> _TASK TO COMPLETE_: From the listing below, copy only the lines from the line that contains "position:relative; flex:1; overflow:hidden" to the line that contains "position:absolute; display:grid; place-items:center;", counting those two lines as part of the copy.
○ ○ ○ ○ ○
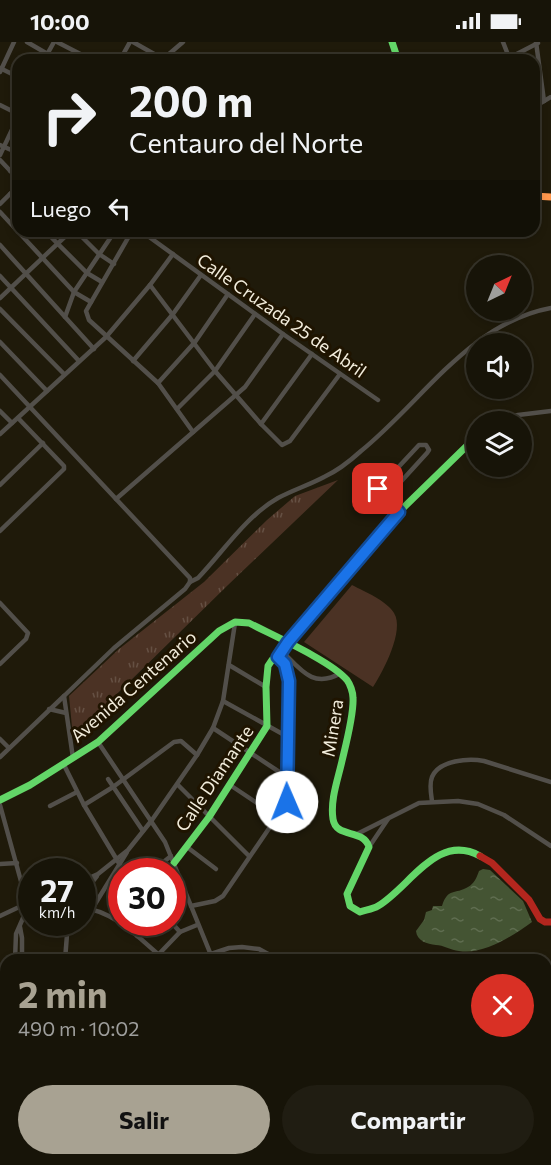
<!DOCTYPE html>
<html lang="es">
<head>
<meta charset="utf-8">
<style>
	body { margin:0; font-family:Commissioner,sans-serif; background:#201d12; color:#f1f3f6; height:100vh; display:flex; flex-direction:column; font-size:22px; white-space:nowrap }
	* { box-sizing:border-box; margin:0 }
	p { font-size:20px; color:#9e9e9c }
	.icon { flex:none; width:33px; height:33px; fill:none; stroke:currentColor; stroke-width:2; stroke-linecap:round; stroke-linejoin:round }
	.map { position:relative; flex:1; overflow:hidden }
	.drawer { position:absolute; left:0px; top:912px; width:552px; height:212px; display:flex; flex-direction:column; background:#171408; border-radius:18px 18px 0 0; box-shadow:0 3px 9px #0003,0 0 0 2px #363329 }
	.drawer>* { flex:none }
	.hud { position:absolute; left:12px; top:12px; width:528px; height:183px; border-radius:18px; box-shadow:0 3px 9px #0003,0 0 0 2px #363329; background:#171408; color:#f1f3f6; overflow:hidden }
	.needle { width:39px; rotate:43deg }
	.fabs { position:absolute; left:466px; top:213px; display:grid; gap:12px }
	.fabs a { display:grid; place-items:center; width:66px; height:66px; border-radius:50%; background:#171408; box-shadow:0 3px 9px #0003,0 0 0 2px #363329; font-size:30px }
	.speed { position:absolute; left:18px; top:816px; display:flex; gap:12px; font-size:30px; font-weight:700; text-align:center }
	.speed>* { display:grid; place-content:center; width:78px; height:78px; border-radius:50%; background:#171408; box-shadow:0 3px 9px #0003,0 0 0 2px #363329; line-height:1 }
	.speed small { font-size:15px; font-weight:400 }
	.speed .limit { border:9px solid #d22; background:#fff; color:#111 }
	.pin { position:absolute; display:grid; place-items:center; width:51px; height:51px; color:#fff; margin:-26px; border-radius:12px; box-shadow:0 3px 9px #0006 }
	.me { position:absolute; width:66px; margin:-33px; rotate:359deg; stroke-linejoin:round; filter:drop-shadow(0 0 4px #0008) }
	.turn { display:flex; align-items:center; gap:21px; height:126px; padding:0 18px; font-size:27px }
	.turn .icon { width:78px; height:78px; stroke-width:2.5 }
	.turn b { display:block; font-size:42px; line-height:51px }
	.then { display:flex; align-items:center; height:57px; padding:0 18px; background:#0003; gap:12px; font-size:22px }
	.round { display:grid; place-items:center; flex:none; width:63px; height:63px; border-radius:32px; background:#201d12 }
	.overview { display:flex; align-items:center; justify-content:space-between; height:102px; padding:0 18px }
	h1 { font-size:36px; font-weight:700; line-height:45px; color:#a8a292 }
	.cta { display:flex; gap:12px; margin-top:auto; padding:12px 18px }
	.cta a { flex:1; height:69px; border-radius:36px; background:#a8a292; color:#111; font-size:24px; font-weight:700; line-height:69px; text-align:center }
	.cta a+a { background:#201d12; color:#f1f3f6 }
	.status { display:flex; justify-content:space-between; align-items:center; height:42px; padding:0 30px; background:#171408; direction:ltr }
	.status svg { height:16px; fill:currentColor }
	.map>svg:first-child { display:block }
</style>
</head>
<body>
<div class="status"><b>10:00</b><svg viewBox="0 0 49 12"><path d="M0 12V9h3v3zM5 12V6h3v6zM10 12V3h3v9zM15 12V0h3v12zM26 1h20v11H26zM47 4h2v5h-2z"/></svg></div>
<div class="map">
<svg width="551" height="1123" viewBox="0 0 551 1123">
	<defs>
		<pattern id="park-tufts" width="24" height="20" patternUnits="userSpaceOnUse" patternTransform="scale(1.5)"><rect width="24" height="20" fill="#4b3224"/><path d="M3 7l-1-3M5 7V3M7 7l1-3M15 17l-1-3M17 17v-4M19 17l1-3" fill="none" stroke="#655043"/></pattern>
		<pattern id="water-ripples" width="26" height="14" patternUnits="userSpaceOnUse" patternTransform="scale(1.5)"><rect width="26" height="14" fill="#445433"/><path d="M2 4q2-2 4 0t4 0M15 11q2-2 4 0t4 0" fill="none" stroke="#5f6d50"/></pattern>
	</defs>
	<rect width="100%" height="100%" fill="#1f1a0a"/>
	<!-- park -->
	<polygon fill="url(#park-tufts)" points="338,438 228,543 73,695 69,654 119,607 204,540 267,478 295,454"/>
	<!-- garden -->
	<path fill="#4b3224" d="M352,543C365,550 386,558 394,571C405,588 383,630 373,645L304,600Z"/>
	<!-- water -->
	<path fill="url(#water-ripples)" d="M483,827L490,828L523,859L532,880C512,894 485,913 459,909C451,908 443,903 436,903C427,902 417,899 416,889L424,878L426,870L432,868L433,864H442C448,845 455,853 468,845C474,842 477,835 479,829Z"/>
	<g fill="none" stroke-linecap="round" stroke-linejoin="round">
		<!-- street -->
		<g stroke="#524f4a" stroke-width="4.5">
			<polyline points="27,0 58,18"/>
			<polyline points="57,0 92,18"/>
			<polyline points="133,0 163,17"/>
			<polyline points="503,0 510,18"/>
			<polyline points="536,0 544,59"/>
			<polyline points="509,16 538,1"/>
			<polyline points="44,18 54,0"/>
			<polyline points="120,18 130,0"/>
			<polyline points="162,18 183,0"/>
			<polyline points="0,26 18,35"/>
			<polyline points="0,30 14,0"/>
			<polyline points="0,63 18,72"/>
			<polyline points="534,65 551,55"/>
			<polyline points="0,103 18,111"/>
			<polyline points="0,113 18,75"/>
			<polyline points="0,118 18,137"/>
			<polyline points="10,129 18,121"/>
			<polyline points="10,152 18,160"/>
			<polyline points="0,162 18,144"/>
			<polyline points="0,170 74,250 91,260"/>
			<polyline points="45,189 87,231 102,240"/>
			<polyline points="76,189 99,212 114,222"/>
			<polyline points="132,189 86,269 89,278 158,341 193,390"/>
			<polyline points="141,189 283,292 378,358"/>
			<polyline points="0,203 94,307"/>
			<polyline points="0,234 79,319"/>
			<polyline points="150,243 215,329 261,382 282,403 290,399 340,332"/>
			<polyline points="0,256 71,189"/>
			<polyline points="0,267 64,332"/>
			<polyline points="65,275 74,250 115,189"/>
			<polyline points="0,300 47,349"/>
			<polyline points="133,319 173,272 201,233"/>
			<polyline points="0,333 190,536 190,540 185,547 114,606 64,654 73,716"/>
			<polyline points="158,341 195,300 228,252"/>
			<polyline points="177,367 215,329 255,272"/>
			<polyline points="0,369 12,381"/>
			<polyline points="495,380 518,373 551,369"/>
			<polyline points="261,382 312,312"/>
			<polyline points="0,392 106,295 150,243 173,212"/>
			<polyline points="0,443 43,401"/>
			<polyline points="386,456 427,411 429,408 426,403 419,403 378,447 379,450 399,470"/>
			<polyline points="116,457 245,345 283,292"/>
			<polyline points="0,489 64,427 64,424 18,376"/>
			<path d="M190,540L198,536C223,510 246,474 278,456C293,448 309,443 324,435C337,429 350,419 361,409C422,360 469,281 551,266"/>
			<polyline points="0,561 28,591 26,597 0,622"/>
			<path d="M282,609C301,628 313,647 341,631"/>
			<polyline points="229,623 266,645"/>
			<polyline points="223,659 288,695"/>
			<polyline points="49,667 66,671"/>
			<polyline points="213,686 287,735"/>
			<polyline points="0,697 9,706"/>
			<polyline points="98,700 165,800 213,918"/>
			<polyline points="0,715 64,654"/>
			<polyline points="64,723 84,763 120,823"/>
			<polyline points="108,737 143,789"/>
			<polyline points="178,743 249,814"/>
			<polyline points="230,743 278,775"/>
			<path d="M432,759C431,752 429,742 432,735C439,718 469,716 484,719L551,740"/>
			<polyline points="0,763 27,861 27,867 16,892 15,918"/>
			<polyline points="84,763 113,745 174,700 181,699 197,713"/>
			<polyline points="50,764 77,750"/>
			<polyline points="357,792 419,761 458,759 478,762 504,773 551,804"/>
			<polyline points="187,805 216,827"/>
			<polyline points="369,805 388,777"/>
			<polyline points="0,822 17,821"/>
			<polyline points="151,830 171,814"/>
			<polyline points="82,839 98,832 128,808 152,778 197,713 213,686 223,659 235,581"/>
			<polyline points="82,853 97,834"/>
			<polyline points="191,864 215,859 223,854 287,760 289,639 285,622 278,615"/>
			<path d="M82,866C112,868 137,894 158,912"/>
			<polyline points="92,867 127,810"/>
			<polyline points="0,874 32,859"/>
			<polyline points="171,880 180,890"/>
			<polyline points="20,885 22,896 22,918"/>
			<polyline points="137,894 151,880"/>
			<polyline points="158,913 180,890 197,883"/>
			<polyline points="65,918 68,880"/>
			<polyline points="126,918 158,913 211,912 229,906 242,905 259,907 279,918"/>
			<polyline points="0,934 6,935"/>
			<polyline points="0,1019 6,1003"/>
			<polyline points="0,1035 6,1021"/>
			<polyline points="0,1065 6,1081"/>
			<polyline points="21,1118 23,1123"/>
			<polyline points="104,1123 107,1118"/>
		</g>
		<!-- fast -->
		<g stroke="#63d668" stroke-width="7">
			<polyline points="392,0 398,18"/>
			<path d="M0,758L30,743L98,700L219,589L235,580L249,581C274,594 331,619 347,638C350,642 353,650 353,656C354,672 346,702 342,719C338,737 330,758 333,777C336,797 363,786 369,805L347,852L350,864L360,870C366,868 373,867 378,864C410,845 437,790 480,814"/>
			<polyline points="174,821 209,775 267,684 266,645 268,624 272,618 278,615 288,600 399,470 477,394"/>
		</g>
		<!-- slow -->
		<polyline stroke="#ff974d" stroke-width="7" points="534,154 551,155"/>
		<!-- jam -->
		<polyline stroke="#b3261e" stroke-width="7" points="480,814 492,821 529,858 540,877 545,880 551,880"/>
	</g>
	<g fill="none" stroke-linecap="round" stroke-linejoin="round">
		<defs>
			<polyline id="route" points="287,760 289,639 285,622 278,615 288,600 399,470 378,447"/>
		</defs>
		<!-- route casing -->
		<use href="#route" stroke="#114b97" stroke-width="15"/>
		<!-- route -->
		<use href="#route" stroke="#1a73e8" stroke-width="10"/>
	</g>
	<g text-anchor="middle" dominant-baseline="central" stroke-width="6" stroke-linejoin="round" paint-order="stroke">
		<!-- street labels -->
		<g font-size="18" fill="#f2ecdb" stroke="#1f1400">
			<text transform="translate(282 273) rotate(35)">Calle Cruzada 25 de Abril</text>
			<text transform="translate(133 644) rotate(-41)">Avenida Centenario</text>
			<text transform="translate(332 686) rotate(-81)">Minera</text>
			<text transform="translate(214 736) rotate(-56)">Calle Diamante</text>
		</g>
	</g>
</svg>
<div class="fabs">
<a><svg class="needle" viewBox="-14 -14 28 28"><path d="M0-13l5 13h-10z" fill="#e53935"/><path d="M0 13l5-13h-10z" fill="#9e9e9c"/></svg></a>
<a><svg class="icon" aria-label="sound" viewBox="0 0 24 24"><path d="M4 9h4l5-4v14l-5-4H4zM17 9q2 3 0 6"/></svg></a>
<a><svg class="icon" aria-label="layers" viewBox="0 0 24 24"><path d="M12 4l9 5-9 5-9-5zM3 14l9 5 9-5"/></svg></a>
</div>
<div class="speed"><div>27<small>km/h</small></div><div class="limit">30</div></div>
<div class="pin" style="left:378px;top:447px;background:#d93025"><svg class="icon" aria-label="arrive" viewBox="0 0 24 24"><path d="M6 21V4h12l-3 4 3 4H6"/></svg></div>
<svg class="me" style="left:287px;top:760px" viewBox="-20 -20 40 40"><circle r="19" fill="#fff"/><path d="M0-13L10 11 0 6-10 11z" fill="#1a73e8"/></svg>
<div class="hud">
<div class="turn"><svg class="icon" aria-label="right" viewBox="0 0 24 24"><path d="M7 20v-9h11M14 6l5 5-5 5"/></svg><div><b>200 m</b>Centauro del Norte</div></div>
<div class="then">Luego<svg class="icon" aria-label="left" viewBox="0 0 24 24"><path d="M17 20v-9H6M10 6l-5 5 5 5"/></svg></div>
</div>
<section class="drawer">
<div class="overview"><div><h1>2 min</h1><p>490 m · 10:02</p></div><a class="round" style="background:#d93025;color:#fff"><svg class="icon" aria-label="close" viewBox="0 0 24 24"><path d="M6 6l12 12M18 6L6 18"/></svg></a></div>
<div class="cta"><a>Salir</a><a>Compartir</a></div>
</section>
</div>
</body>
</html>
○ ○ ○ ○ ○
> _RESPONSE_:
	.map { position:relative; flex:1; overflow:hidden }
	.drawer { position:absolute; left:0px; top:912px; width:552px; height:212px; display:flex; flex-direction:column; background:#171408; border-radius:18px 18px 0 0; box-shadow:0 3px 9px #0003,0 0 0 2px #363329 }
	.drawer>* { flex:none }
	.hud { position:absolute; left:12px; top:12px; width:528px; height:183px; border-radius:18px; box-shadow:0 3px 9px #0003,0 0 0 2px #363329; background:#171408; color:#f1f3f6; overflow:hidden }
	.needle { width:39px; rotate:43deg }
	.fabs { position:absolute; left:466px; top:213px; display:grid; gap:12px }
	.fabs a { display:grid; place-items:center; width:66px; height:66px; border-radius:50%; background:#171408; box-shadow:0 3px 9px #0003,0 0 0 2px #363329; font-size:30px }
	.speed { position:absolute; left:18px; top:816px; display:flex; gap:12px; font-size:30px; font-weight:700; text-align:center }
	.speed>* { display:grid; place-content:center; width:78px; height:78px; border-radius:50%; background:#171408; box-shadow:0 3px 9px #0003,0 0 0 2px #363329; line-height:1 }
	.speed small { font-size:15px; font-weight:400 }
	.speed .limit { border:9px solid #d22; background:#fff; color:#111 }
	.pin { position:absolute; display:grid; place-items:center; width:51px; height:51px; color:#fff; margin:-26px; border-radius:12px; box-shadow:0 3px 9px #0006 }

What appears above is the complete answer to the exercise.